Go through the data below and gather each line containing "Output".

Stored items
*** Block opens ***

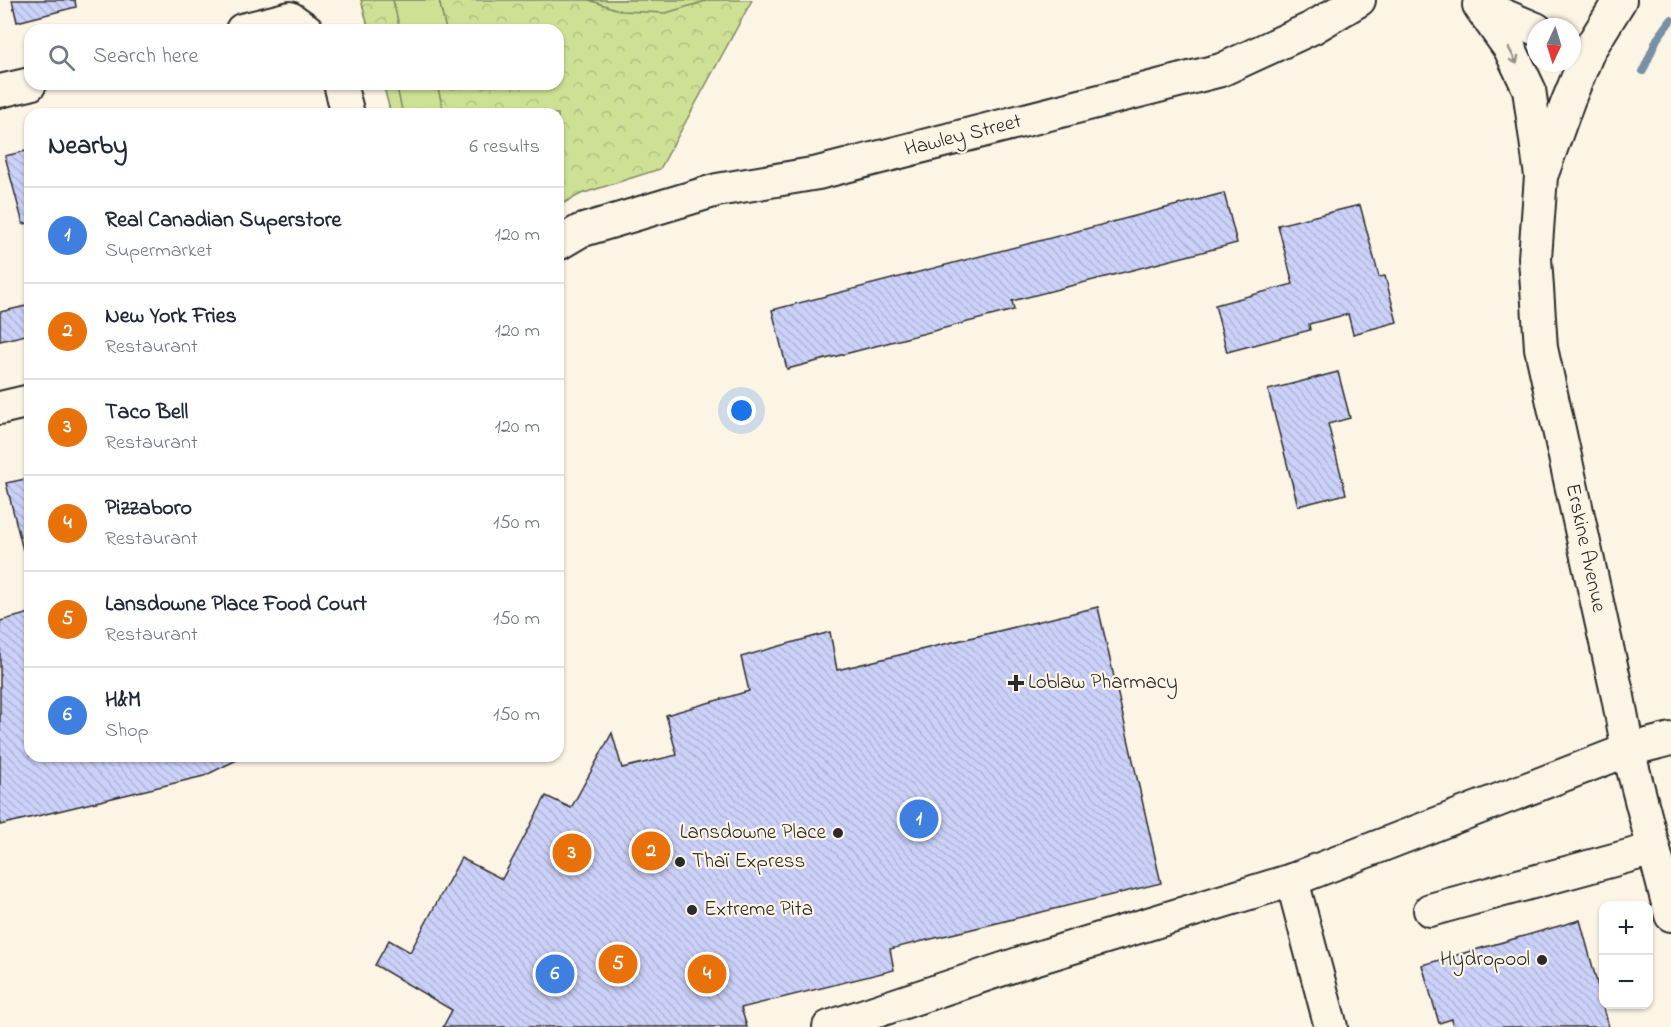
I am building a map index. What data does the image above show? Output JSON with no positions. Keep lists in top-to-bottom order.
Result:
{
  "streets": {
    "street": ["Hawley Street", "Erskine Avenue"]
  },
  "places": {
    "health": ["Loblaw Pharmacy"],
    "other": [
      "Lansdowne Place",
      "Thaï Express",
      "Extreme Pita",
      "Hydropool"
    ]
  },
  "north": "bottom",
  "page": {
    "search": "Search here",
    "heading": ["Nearby", "6 results"],
    "list": [
      {
        "mark": "1",
        "name": "Real Canadian Superstore",
        "note": "Supermarket",
        "value": "120 m"
      },
      {
        "mark": "2",
        "name": "New York Fries",
        "note": "Restaurant",
        "value": "120 m"
      },
      {
        "mark": "3",
        "name": "Taco Bell",
        "note": "Restaurant",
        "value": "120 m"
      },
      {
        "mark": "4",
        "name": "Pizzaboro",
        "note": "Restaurant",
        "value": "150 m"
      },
      {
        "mark": "5",
        "name": "Lansdowne Place Food Court",
        "note": "Restaurant",
        "value": "150 m"
      },
      {
        "mark": "6",
        "name": "H&M",
        "note": "Shop",
        "value": "150 m"
      }
    ],
    "pins": [
      "1",
      "2",
      "3",
      "5",
      "4",
      "6"
    ],
    "map_buttons": ["+", "−"]
  }
}
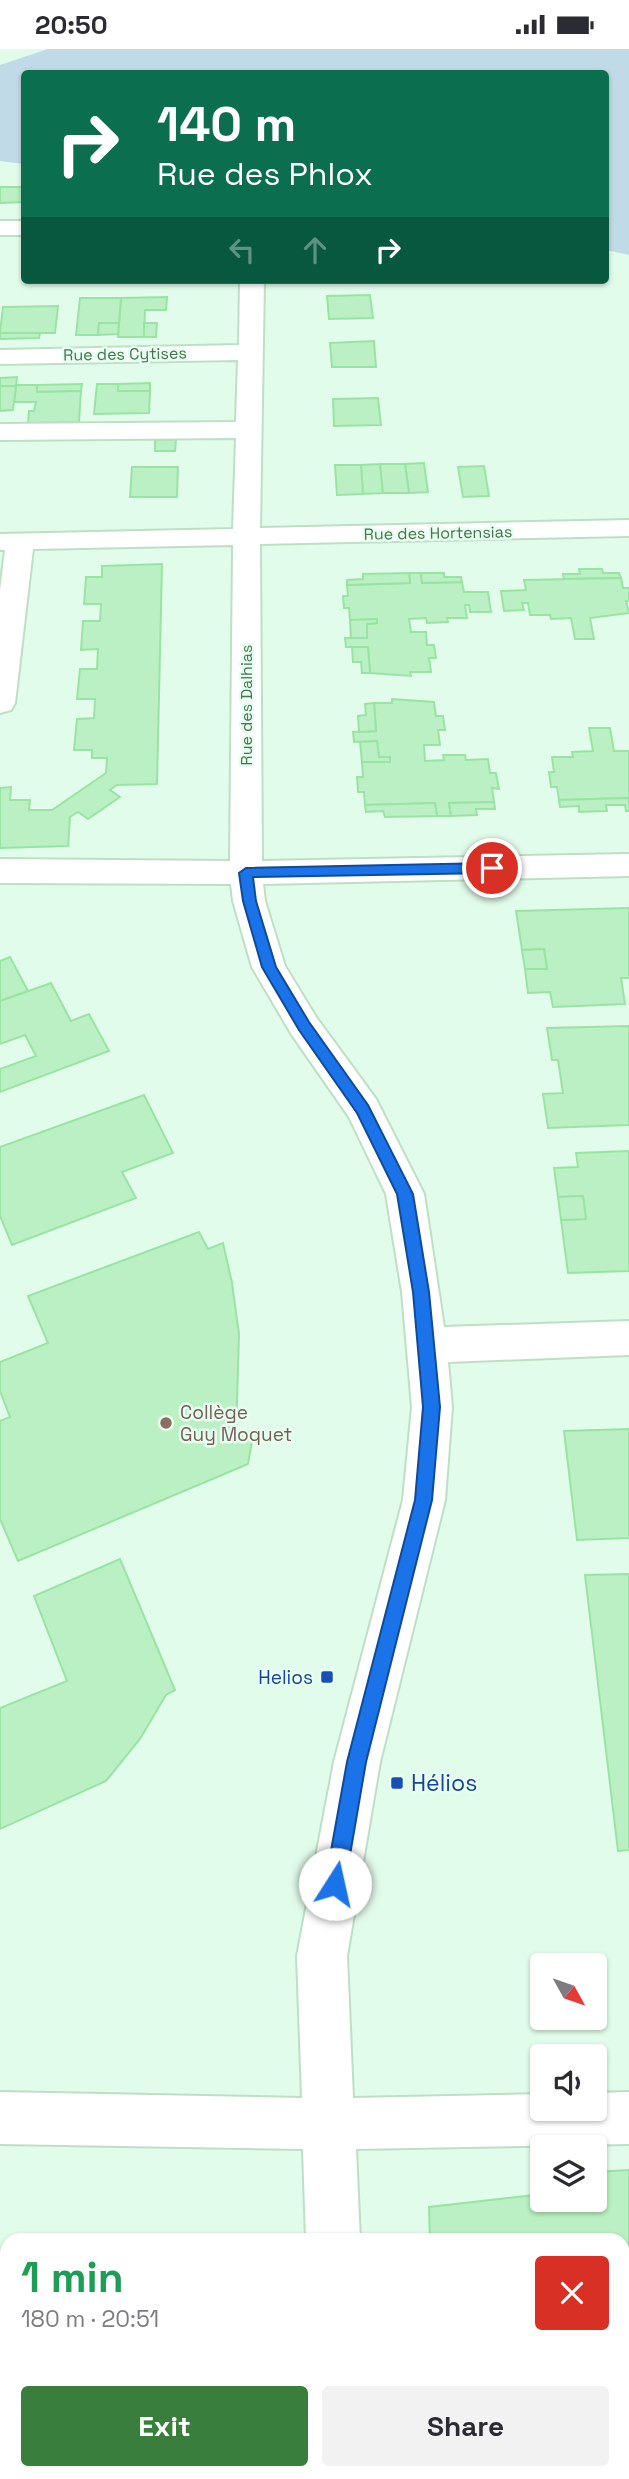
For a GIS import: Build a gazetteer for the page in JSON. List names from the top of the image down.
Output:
{
  "streets": {
    "street": ["Rue des Cytises", "Rue des Hortensias", "Rue des Dalhias"]
  },
  "crossings": [
    ["Rue des Cytises", "Rue des Dalhias"],
    ["Rue des Hortensias", "Rue des Dalhias"]
  ],
  "places": {
    "other": ["Collège Guy Moquet"],
    "transit": ["Helios", "Hélios"]
  },
  "north": "bottom right",
  "page": {
    "status": "20:50",
    "turn": ["140 m", "Rue des Phlox"],
    "heading": ["1 min", "180 m · 20:51"],
    "buttons": ["Exit", "Share"]
  }
}
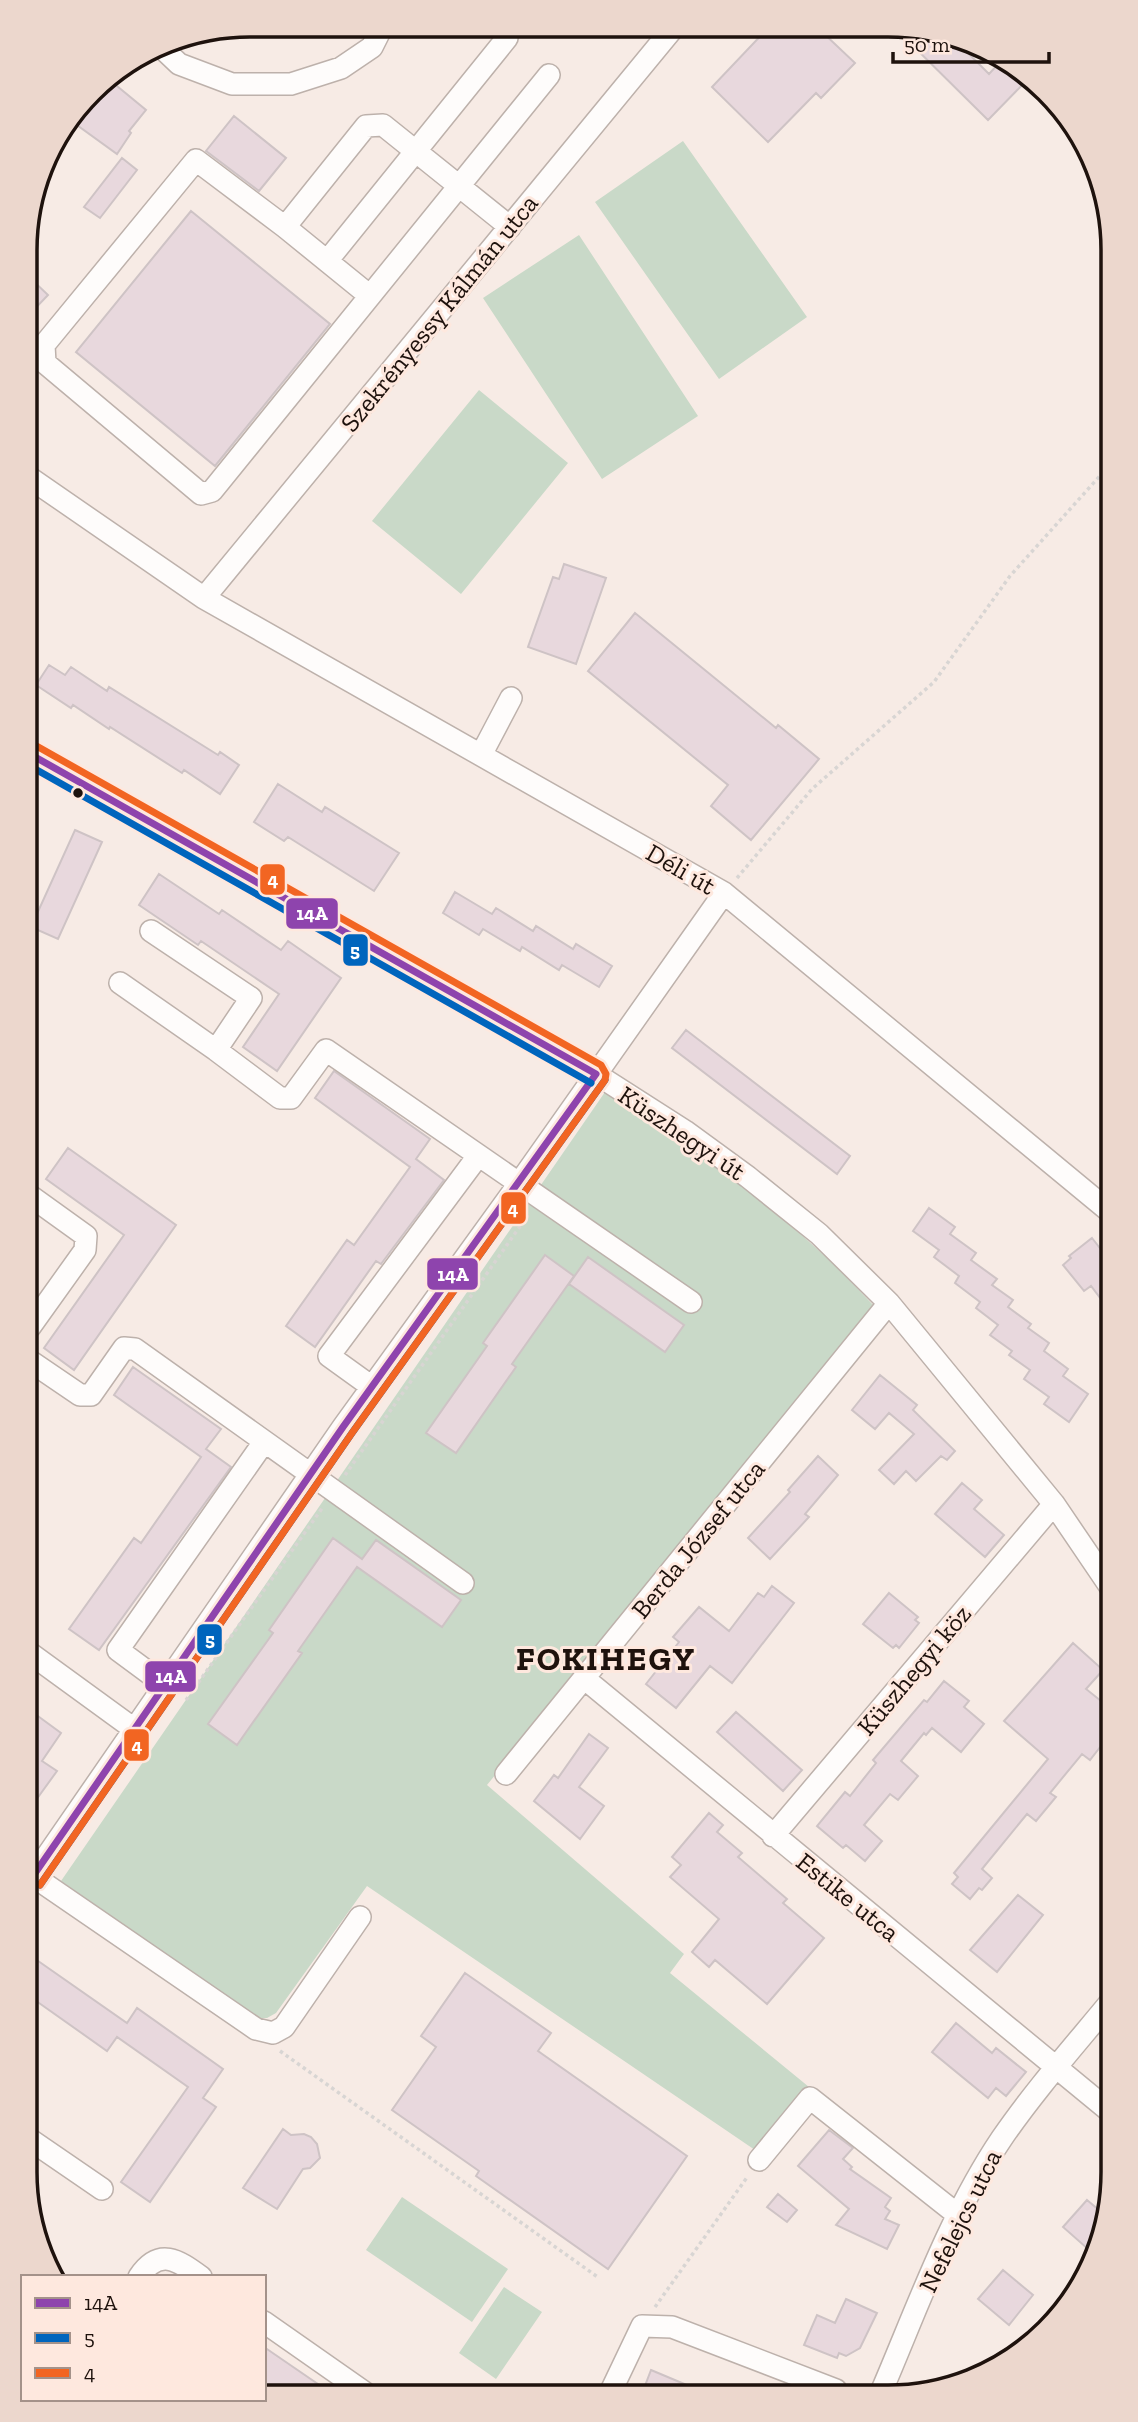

*** Block closes ***

*Task answer*:
I am building a map index. What data does the image above show? Output JSON with no positions. Keep lists in top-to-bottom order.
Output:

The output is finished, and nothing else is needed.